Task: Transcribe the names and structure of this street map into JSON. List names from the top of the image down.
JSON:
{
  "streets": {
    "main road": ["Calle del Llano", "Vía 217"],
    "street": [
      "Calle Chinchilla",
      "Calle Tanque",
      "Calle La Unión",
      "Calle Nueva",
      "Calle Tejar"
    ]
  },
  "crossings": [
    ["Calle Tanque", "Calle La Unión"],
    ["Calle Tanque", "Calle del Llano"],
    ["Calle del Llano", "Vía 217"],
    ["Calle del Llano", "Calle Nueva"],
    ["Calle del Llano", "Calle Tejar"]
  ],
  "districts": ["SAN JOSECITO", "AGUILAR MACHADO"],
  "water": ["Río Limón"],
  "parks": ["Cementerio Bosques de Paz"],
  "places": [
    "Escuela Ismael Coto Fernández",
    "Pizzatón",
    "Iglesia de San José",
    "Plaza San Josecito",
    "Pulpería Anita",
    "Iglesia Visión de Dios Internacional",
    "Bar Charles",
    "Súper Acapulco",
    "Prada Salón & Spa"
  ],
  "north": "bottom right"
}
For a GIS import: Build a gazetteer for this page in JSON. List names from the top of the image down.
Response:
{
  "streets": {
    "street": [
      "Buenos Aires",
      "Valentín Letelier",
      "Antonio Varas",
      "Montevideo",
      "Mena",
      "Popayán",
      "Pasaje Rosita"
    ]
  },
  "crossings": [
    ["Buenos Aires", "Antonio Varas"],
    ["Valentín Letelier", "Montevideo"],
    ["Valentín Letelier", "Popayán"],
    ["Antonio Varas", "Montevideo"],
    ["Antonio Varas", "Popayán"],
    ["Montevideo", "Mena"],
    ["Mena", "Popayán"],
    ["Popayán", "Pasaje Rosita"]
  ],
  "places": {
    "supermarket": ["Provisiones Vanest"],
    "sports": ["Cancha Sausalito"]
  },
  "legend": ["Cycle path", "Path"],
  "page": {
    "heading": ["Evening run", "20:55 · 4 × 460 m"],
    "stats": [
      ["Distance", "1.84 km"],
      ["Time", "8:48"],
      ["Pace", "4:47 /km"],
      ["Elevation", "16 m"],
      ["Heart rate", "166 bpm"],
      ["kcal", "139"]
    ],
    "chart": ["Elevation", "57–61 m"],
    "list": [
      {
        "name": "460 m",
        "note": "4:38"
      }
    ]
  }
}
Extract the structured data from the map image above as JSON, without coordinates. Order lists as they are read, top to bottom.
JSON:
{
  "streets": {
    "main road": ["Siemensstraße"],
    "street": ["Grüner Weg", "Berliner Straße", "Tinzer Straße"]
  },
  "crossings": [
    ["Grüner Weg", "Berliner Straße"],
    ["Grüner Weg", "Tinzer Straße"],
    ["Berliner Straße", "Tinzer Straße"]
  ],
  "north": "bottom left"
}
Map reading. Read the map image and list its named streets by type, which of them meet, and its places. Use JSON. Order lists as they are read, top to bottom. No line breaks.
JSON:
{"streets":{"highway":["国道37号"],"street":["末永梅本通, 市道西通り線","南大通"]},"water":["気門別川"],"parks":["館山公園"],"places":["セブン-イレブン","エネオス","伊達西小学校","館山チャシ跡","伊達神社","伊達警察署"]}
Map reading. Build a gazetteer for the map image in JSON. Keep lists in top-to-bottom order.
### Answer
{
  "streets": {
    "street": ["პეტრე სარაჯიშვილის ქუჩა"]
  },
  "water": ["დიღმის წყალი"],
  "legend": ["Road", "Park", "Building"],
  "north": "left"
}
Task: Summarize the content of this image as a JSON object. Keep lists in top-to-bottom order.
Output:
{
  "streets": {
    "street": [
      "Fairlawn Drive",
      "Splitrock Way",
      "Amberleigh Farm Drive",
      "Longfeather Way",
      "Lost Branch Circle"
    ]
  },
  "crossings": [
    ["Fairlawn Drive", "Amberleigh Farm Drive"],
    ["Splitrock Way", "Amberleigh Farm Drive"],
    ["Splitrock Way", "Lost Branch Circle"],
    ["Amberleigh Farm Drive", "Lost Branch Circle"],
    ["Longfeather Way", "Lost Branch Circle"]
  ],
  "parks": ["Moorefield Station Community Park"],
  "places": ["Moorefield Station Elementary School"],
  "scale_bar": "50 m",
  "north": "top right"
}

- - - -

Each line of the entries where the string "Task" occurs should be shown.

Task: Transcribe the names and structure of this street map into JSON. List names from the top of the image down.
Task: Summarize the content of this image as a JSON object. Keep lists in top-to-bottom order.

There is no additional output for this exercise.